My parents change the rules when they feel like it.”
“My parents won’t look at me if I’ve done something to upset them.”
“They try to control everything about how I think and behave.”
These are some of the things 13-year-olds told University of Virginia researchers, who have found that teens who grew up with psychologically controlling parents struggle with relationships and educational attainment as adults.
“What we found was that kids who had parents who displayed more overcontrolling behavior tended to struggle in tasks that require assertiveness and independence and autonomy throughout development,” said Emily Loeb, a postdoctoral researcher who was the lead author on the study. “So by the time the kids were adults, they were in romantic relationships where there wasn’t as much support being given. By 32, they achieved less education relative to those who had less psychological control, and they were less likely to be in a romantic relationship at all by age 32.”
Emily Loeb is a postdoctoral researcher in the Department of Psychology. (Photo by Dan Addison, University Communications)
The new results come from a longitudinal study involving 184 young people from a variety of socioeconomic backgrounds in and around Charlottesville, tracking participants from ages 13 to 32. The study took into account family income, gender (about half the group was male and half female) and a person’s grade-point average at the age of 13.

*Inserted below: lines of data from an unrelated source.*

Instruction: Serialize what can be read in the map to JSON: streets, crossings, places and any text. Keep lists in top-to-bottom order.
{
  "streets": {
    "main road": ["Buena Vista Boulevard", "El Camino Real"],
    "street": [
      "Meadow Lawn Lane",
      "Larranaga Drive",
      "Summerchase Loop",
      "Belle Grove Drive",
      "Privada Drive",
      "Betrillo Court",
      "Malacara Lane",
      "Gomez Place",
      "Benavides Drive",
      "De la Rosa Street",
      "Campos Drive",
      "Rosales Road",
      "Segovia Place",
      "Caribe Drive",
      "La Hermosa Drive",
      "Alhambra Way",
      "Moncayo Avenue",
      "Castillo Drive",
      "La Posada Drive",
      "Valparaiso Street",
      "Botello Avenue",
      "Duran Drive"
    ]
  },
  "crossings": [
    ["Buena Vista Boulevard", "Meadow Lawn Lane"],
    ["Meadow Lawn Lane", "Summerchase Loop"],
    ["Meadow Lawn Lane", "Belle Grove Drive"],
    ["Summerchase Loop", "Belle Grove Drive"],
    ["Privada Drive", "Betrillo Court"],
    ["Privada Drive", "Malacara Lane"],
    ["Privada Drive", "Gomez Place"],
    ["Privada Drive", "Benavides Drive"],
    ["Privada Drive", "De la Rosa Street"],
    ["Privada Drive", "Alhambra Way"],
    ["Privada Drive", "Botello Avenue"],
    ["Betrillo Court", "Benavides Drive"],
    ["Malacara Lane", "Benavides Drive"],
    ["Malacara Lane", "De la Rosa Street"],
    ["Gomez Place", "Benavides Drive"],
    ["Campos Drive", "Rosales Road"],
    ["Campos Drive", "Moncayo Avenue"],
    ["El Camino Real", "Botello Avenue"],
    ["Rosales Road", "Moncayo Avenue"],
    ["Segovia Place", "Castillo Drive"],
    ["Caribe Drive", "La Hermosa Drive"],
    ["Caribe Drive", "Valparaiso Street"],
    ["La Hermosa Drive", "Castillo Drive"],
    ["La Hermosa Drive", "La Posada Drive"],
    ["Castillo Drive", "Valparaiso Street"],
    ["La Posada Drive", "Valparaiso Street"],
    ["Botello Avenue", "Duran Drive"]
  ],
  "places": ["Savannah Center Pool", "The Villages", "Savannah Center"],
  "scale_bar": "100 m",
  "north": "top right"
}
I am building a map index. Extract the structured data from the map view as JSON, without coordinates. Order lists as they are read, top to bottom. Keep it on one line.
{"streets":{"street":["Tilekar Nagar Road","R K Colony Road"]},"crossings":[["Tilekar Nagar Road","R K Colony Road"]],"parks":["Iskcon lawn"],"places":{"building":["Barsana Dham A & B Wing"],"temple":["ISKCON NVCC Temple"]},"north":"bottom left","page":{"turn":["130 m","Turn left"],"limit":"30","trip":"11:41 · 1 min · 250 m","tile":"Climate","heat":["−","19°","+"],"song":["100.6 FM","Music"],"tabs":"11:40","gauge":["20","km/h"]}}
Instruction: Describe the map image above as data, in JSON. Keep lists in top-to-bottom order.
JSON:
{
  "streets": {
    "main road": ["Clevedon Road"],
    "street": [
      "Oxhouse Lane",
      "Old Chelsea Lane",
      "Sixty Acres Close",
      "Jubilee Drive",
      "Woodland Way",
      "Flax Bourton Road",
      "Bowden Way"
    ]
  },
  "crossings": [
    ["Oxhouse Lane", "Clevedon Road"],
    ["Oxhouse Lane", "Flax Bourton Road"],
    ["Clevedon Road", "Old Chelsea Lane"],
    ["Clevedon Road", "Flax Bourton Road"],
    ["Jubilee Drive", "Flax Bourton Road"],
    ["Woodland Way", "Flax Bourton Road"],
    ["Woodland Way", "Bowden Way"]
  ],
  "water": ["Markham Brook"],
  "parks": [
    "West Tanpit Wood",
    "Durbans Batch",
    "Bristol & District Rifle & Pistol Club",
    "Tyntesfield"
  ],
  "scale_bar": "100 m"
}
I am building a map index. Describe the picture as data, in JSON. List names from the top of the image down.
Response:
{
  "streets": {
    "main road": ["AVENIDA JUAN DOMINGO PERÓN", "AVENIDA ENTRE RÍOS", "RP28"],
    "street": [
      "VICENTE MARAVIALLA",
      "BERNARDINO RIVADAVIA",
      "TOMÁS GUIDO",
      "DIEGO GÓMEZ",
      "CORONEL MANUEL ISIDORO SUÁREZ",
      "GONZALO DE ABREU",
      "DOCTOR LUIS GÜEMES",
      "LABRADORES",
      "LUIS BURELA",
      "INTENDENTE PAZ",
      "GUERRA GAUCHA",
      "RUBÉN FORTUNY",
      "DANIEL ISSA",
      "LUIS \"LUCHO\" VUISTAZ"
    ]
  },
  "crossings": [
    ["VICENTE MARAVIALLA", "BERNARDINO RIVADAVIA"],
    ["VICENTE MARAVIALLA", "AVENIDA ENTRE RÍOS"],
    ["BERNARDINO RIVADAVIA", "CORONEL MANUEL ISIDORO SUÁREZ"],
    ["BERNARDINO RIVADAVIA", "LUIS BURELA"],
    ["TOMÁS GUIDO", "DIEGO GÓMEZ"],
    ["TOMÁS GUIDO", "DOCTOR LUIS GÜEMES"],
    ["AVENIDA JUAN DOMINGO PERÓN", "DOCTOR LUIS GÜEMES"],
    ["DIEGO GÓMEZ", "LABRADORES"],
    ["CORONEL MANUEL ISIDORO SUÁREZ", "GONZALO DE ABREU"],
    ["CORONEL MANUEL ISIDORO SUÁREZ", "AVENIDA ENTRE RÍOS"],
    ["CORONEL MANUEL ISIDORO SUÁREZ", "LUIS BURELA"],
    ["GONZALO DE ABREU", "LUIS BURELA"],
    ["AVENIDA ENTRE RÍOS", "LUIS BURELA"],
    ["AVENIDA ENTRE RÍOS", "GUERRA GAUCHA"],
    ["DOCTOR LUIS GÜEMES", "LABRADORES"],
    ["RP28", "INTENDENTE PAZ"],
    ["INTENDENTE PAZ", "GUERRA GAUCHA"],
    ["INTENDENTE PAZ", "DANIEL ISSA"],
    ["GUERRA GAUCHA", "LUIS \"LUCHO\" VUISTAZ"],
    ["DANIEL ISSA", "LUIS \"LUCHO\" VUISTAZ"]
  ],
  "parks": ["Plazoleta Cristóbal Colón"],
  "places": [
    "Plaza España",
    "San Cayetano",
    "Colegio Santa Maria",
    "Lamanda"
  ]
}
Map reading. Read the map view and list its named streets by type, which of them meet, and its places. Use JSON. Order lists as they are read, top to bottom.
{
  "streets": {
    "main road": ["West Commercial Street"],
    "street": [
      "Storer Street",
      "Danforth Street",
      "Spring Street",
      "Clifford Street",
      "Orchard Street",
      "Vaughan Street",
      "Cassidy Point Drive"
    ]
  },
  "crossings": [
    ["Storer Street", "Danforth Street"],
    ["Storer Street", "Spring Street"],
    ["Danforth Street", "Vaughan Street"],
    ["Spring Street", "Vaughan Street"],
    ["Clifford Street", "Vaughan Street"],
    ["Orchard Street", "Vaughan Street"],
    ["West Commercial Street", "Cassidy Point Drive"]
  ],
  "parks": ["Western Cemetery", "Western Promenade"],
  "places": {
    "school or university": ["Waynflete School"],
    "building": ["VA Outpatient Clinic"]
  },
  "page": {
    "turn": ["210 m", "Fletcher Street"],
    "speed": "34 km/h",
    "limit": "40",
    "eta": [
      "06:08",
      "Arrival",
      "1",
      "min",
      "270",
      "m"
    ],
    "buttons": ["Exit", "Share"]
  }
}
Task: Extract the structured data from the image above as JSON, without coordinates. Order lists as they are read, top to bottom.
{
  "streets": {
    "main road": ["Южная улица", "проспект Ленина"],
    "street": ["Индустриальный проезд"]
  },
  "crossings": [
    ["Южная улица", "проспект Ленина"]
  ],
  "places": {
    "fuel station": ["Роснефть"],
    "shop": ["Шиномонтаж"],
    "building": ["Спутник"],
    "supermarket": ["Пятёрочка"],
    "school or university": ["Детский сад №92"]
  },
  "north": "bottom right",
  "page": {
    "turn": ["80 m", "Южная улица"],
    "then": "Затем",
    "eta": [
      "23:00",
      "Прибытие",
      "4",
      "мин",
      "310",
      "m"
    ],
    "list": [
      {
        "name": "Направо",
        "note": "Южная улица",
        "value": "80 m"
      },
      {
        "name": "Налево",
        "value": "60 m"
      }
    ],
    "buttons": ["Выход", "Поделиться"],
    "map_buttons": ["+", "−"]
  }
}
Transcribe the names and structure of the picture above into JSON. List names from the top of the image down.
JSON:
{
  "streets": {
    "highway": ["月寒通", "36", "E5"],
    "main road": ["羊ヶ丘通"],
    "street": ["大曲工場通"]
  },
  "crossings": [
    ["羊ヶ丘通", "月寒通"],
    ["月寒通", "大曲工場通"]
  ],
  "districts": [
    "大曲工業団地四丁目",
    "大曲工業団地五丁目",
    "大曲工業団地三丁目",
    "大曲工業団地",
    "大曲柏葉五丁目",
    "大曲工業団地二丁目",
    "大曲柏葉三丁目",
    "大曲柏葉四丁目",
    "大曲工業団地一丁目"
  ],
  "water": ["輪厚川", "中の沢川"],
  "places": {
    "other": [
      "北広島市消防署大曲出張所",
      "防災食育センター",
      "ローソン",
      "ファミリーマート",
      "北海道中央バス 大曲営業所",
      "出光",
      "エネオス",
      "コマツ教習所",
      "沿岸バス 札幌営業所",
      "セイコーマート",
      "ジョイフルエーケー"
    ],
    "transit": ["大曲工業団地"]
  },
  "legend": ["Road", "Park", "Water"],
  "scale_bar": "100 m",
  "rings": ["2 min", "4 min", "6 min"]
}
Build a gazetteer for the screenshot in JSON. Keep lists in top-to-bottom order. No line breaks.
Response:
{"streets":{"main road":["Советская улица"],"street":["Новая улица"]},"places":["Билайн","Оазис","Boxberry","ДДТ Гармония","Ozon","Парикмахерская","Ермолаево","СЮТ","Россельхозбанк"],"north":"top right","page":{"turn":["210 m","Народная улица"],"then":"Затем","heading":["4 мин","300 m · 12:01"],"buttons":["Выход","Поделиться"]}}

Loeb’s team also measured the teens’ psychosocial maturity to discern how well they take into account others’ perspectives and think about social situations in a nuanced way.
“We asked people at their schools to rate how much they would want to spend a Saturday night with this particular person,” Loeb said. “We gathered all the readings, and that was a measure of what we call ‘sociometric popularity’ – so, ‘How much do kids just like them and want to spend time with them?’”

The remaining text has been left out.